▶ [Instructions to follow]:
Go through the data and count each line that has the string "search". Give that count alone.

▶ [The input]:
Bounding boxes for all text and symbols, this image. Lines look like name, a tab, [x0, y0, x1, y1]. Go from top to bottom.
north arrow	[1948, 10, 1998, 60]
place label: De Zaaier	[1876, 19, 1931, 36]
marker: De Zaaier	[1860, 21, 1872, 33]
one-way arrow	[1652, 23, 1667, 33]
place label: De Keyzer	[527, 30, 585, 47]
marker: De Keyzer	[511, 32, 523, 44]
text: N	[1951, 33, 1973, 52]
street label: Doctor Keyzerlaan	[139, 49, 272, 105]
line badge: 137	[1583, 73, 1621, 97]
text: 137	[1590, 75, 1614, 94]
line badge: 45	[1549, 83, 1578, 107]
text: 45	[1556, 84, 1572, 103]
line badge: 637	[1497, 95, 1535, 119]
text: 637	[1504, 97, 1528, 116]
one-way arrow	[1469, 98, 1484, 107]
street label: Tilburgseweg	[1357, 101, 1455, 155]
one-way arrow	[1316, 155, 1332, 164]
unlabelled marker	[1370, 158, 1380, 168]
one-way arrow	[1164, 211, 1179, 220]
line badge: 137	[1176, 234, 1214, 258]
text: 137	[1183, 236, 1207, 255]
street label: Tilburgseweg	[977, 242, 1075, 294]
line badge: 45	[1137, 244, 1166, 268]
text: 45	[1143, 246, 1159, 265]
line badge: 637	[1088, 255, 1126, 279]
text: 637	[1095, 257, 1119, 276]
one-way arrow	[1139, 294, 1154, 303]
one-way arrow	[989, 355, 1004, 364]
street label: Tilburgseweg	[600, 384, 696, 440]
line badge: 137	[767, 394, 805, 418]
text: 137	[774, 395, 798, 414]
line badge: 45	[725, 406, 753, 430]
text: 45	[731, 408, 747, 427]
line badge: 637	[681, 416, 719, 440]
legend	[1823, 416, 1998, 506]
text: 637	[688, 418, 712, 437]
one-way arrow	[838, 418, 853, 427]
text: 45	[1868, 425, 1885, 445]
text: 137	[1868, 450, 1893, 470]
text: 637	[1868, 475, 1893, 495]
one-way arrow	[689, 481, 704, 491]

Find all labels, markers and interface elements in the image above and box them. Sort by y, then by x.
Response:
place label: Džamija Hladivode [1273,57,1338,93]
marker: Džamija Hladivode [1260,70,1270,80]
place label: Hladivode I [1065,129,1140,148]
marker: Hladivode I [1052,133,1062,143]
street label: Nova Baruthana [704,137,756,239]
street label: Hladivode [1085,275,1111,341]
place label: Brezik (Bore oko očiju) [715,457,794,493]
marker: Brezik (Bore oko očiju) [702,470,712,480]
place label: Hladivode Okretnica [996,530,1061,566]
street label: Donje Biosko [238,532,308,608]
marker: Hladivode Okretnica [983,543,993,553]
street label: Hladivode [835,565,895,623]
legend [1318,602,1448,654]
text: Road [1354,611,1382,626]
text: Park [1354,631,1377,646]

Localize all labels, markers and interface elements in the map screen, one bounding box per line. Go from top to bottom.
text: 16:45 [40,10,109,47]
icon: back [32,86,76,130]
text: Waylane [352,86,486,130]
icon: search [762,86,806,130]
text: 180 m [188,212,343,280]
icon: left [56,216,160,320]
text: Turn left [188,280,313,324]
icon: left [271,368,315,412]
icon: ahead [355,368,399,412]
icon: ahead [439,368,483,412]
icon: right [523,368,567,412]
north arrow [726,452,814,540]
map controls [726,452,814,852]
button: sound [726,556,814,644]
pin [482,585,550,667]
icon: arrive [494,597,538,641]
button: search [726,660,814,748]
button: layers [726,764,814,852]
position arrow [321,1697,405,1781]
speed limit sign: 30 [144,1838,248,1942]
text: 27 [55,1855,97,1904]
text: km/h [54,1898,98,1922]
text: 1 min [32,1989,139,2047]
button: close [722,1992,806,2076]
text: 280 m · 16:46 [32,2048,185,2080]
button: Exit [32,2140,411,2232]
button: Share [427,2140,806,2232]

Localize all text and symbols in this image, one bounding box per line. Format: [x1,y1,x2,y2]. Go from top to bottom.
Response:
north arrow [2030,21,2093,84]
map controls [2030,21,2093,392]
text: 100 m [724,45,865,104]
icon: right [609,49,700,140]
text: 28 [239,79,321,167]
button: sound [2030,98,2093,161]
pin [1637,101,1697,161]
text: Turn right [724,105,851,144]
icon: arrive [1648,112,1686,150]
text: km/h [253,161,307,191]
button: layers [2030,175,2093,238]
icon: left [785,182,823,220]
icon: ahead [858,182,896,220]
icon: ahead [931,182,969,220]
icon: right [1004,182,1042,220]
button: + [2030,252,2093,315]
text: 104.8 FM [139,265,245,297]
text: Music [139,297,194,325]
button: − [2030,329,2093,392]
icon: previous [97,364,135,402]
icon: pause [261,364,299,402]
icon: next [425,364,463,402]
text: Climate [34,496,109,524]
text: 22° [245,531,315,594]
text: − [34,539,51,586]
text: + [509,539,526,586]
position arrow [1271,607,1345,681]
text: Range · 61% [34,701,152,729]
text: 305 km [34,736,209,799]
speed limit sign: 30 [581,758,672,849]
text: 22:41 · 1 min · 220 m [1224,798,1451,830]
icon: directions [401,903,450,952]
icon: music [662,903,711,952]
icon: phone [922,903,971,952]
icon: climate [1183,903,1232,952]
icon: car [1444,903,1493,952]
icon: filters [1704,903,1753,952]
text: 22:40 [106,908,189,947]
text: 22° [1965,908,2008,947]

▶ [Answer section]:
2